Notes from the Death Class
Four Saturday mornings last summer I got deep in death
Welcome new subscribers! I’m Wendy C. Ortiz, an author of three books, a therapist, a parent, and the chauffeur of Mommy’s El Camino. This is the 6pm Pacific Sunday post that you can expect to see each and every week, in the form of either an essay, a vignette, a fragment, a letter, a conversation, or an image. The Sunday post may or may not be about the “writing life,” or, you know, just LIFE. Today’s is about DEATH. There’s no paywall today because you can’t paywall away death! And you can’t talk about death without talking about life, so I’ll conclude today’s missive with some LiFe NoTeS. Thanks for subscribing.
Before the death writing class I was throwing away photo albums whole. I’ve been a lifelong documentarian: I’ve moved houses carrying boxes upon boxes of albums that I’ve collected since middle school, when I first had a camera and film and began archiving aspects of my own life.

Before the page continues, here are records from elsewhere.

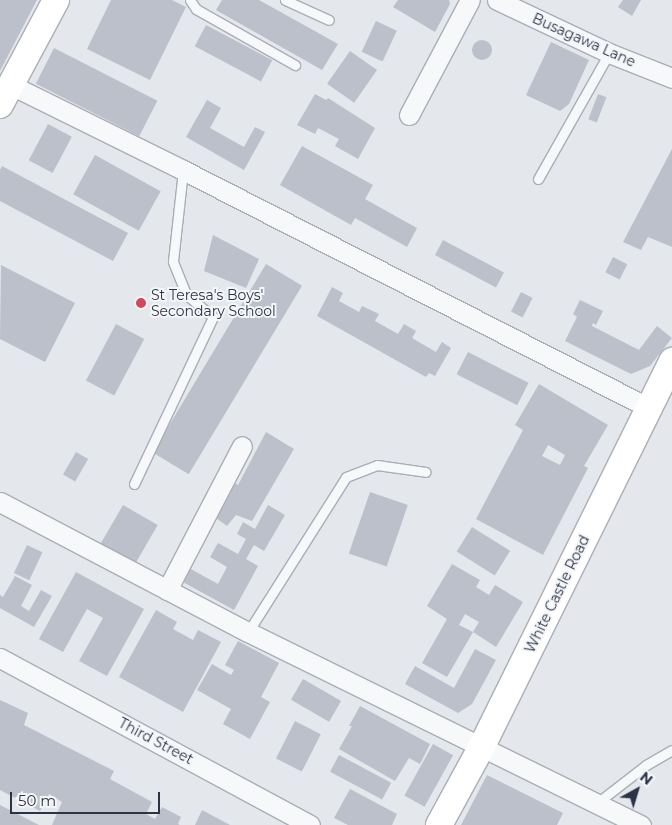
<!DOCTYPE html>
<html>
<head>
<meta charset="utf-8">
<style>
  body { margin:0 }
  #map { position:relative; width:672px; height:825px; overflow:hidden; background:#e4e7ec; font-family:Montserrat,sans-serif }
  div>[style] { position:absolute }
  .building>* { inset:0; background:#bbc0ca; transform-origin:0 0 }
  .round { border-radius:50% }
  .roads { filter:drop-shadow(1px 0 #a9aeb7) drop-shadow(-1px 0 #a9aeb7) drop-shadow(0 1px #a9aeb7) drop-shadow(0 -1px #a9aeb7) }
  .lane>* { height:9px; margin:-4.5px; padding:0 4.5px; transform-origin:4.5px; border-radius:4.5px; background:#f7f8fa }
  .street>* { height:19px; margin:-9.5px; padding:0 9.5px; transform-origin:9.5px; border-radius:9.5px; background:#f7f8fa }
  .secondary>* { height:26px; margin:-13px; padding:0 13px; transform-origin:13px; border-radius:13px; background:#fff }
  .dots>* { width:14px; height:14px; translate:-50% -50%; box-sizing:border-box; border:2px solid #f4f6f9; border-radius:50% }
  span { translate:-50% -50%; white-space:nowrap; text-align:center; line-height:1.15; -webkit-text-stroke:4px #f4f6f9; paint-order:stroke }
  .street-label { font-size:14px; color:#2b3445 }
  .poi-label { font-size:14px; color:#2b3445 }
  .left { translate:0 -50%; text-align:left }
  .north { position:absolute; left:612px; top:765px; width:50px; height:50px; -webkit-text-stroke:4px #f4f6f9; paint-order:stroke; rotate:39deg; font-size:14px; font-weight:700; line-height:20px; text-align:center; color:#2b3445 }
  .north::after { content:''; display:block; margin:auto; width:18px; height:22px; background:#2b3445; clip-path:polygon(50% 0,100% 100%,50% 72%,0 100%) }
  .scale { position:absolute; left:10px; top:792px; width:150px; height:22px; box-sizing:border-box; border:2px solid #2b3445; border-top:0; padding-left:6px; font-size:15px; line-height:18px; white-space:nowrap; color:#2b3445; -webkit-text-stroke:4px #f4f6f9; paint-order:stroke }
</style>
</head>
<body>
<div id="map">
  <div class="building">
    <div style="clip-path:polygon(0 0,37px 0,0 71px)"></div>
    <div style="clip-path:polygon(111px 0,172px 0,186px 7px,150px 80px,87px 49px)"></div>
    <div style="clip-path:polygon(222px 0,259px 0,338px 44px,322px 70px,216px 10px)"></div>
    <div style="clip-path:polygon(398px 0,449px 0,450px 4px,435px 32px,393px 7px)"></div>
    <div style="clip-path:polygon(623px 0,641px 0,632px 16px,618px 7px)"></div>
    <div style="left:376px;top:21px;width:23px;height:34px;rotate:25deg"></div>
    <div style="left:206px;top:25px;width:75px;height:24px;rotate:28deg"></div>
    <div class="round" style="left:472px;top:40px;width:20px;height:20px"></div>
    <div style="clip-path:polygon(551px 42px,589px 60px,569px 104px,560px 111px,526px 95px)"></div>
    <div style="left:54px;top:48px;width:116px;height:40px;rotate:27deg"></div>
    <div style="left:350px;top:51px;width:33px;height:40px;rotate:35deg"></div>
    <div style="clip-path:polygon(315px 94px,326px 100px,328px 98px,375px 128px,358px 159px,335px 146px,339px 139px,318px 128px,315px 134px,297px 125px)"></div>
    <div style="left:598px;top:94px;width:9px;height:27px;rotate:21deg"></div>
    <div style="clip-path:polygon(207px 100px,221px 108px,210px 128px,244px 147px,255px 127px,265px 132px,244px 170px,186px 137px)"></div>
    <div style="left:48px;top:124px;width:27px;height:41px;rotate:28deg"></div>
    <div style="clip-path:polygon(302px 146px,373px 185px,365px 199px,417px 228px,407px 247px,355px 218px,351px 225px,280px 185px)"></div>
    <div style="clip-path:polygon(672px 149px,672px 247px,648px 237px,641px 250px,623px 242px)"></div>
    <div style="left:95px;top:155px;width:75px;height:45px;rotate:29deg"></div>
    <div style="clip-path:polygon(2px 166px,128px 233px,113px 261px,0 201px,0 170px)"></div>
    <div style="clip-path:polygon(213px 235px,259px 259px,246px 288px,204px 271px)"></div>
    <div style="left:443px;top:240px;width:69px;height:17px;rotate:28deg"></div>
    <div style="left:613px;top:257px;width:16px;height:17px;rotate:27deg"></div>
    <div style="left:266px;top:264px;width:42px;height:220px;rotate:31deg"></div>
    <div style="clip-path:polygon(1px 265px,75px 303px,45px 362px,0 339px)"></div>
    <div style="clip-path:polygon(332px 287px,343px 293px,339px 301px,359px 312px,362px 306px,379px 314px,375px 321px,398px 334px,404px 324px,416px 331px,412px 338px,436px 352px,442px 342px,451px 348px,435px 376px,429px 373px,426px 377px,317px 316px)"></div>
    <div style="left:521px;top:292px;width:13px;height:22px;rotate:27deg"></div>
    <div style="clip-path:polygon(580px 300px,603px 311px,596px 325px,593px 323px,592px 326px,639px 350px,657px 326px,672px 338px,650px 366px,631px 374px,565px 341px,577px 317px,573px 314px)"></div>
    <div style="left:116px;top:324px;width:32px;height:64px;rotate:28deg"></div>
    <div style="left:468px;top:352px;width:68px;height:25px;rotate:27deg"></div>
    <div style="clip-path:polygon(evenodd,539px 384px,608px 425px,584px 466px,588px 468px,543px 555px,476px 519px,523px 430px,515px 425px,539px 384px,548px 445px,565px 455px,560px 465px,542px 456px,548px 445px)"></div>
    <div style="clip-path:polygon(266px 432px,294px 449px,252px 521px,236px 515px,227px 526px,213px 516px,231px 481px,238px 485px)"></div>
    <div style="left:76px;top:452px;width:14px;height:26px;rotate:30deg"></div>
    <div style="left:370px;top:492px;width:40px;height:65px;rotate:19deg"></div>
    <div style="left:123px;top:505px;width:40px;height:46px;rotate:30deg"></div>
    <div style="clip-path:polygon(268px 505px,285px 515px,264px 551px,254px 545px,246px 559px,258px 566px,234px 610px,181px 581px,189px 568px,218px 584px,227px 567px,210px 557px,218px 543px,238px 554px,246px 539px,237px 534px,243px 522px,255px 529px)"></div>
    <div style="left:472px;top:527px;width:45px;height:29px;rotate:32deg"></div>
    <div style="left:27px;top:545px;width:17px;height:31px;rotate:25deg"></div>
    <div style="clip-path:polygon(452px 564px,480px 580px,476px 587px,489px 595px,495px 585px,523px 602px,496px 647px,473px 632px,479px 622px,465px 614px,459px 625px,473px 632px,447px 677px,422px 663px,447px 619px,427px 606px)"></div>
    <div style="clip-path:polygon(76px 572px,144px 609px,107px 676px,79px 661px,103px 618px,87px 609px,63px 652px,39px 639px)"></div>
    <div style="clip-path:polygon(15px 576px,32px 585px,21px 606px,29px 611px,41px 590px,52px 596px,34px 627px,0 608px,0 595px,3px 597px)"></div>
    <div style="clip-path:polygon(156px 610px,177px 622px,173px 629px,193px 640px,198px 630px,221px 642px,183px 712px,119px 677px)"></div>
    <div style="clip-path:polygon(238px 641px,279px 663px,261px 697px,270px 702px,250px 739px,223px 724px,231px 709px,197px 690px,212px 664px,231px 675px,234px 670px,225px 665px)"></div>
    <div style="clip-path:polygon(475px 649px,496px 660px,472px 704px,458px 713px,405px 684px,415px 666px,454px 688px)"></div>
    <div style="left:303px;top:679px;width:44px;height:24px;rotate:30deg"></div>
    <div style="clip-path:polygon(0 700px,28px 713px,24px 725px,114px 771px,110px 779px,152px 802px,146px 814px,155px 819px,162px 807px,181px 817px,178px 824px,180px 825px,52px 825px,62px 802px,49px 794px,40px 811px,0 790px)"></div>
    <div style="clip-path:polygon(360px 706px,430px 744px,420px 764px,409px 758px,395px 781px,339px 749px,352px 726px,349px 726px)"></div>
    <div style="left:295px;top:721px;width:29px;height:42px;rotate:27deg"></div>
    <div style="left:433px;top:744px;width:23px;height:59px;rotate:29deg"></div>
    <div style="left:339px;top:755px;width:59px;height:19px;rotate:28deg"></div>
    <div style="clip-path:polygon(487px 775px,563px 813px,557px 825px,461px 825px)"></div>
    <div style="clip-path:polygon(350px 789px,397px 814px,392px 825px,348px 825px,334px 818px)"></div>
    <div style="clip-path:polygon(0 805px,39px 825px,0 825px)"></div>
    <div style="clip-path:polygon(202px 810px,230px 825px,195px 825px)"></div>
  </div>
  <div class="roads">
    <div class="lane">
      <div style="left:190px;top:0;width:11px;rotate:56deg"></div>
      <div style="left:196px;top:9px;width:114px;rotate:29.5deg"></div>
      <div style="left:285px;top:0;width:48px;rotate:24.4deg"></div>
      <div style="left:538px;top:179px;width:145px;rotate:-60.6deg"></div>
      <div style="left:134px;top:484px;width:185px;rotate:-64.7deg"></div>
      <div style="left:213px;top:317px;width:35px;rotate:-140deg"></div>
      <div style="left:186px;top:294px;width:35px;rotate:-112deg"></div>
      <div style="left:173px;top:261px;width:92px;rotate:-83.7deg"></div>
      <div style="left:248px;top:632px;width:183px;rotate:-57.7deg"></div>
      <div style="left:346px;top:477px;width:33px;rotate:-21deg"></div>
      <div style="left:377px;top:465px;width:49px;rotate:8.1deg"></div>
      <div style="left:597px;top:803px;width:62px;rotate:-37.8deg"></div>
      <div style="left:646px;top:765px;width:30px;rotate:-30deg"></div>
    </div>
    <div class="street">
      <div style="left:497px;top:0;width:124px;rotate:25.3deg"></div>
      <div style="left:609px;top:53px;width:68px;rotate:21.6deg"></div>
      <div style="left:11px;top:85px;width:192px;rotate:26.3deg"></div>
      <div style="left:183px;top:170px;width:523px;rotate:27.05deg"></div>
      <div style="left:409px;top:115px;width:130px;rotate:-62.1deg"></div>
      <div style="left:0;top:502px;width:280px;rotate:27.7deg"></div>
      <div style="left:248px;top:632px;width:438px;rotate:26.2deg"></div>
      <div style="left:167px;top:590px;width:162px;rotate:-62.5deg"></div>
      <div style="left:0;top:658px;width:352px;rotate:28.3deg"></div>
    </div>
    <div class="secondary">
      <div style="left:0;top:105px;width:119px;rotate:-61.9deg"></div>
      <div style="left:439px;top:825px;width:88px;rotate:-61.4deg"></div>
      <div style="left:481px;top:748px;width:432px;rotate:-63.7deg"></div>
    </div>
  </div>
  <div class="dots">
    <div style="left:141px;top:303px;background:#d1495b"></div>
  </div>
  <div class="street-label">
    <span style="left:584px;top:40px;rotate:24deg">Busagawa Lane</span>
    <span style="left:557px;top:594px;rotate:-64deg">White Castle Road</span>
    <span style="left:156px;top:741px;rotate:28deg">Third Street</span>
  </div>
  <div class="poi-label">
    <span class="left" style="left:151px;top:303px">St Teresa's Boys'<br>Secondary School</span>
  </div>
  <div class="north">N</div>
  <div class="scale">50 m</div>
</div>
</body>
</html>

The process has been simple: I open photo albums and rapidly thumb through them, pulling out the photos I want to keep, not thinking too deeply about what it might mean to lose entire images. Haven’t I retained some of these images in my consciousness? There’s an understanding that many of the images my brain keeps do not translate into hard copy images I need to keep. I will only ever be able to describe them if there is a need to. If I can remember. The image of me in a bed in Las Vegas, twenty years old, holding a massive bottle of champagne with a strange man lying in the bed beside me. Images of me with an old friend who had done some harm to me, if not directly, then in harmful behaviors in general. Duplicate images of people I barely know or remember. A girl I had a crush on that I could not admit to myself at the time, a pillow being passed from my hand to hers on our high school campus. The meanings of these images have died. Their meanings had to die before I could throw them in the trashcan. The remaining photos are another project—I envision going through them all once more and letting more die until I am left with only enough photos for one album.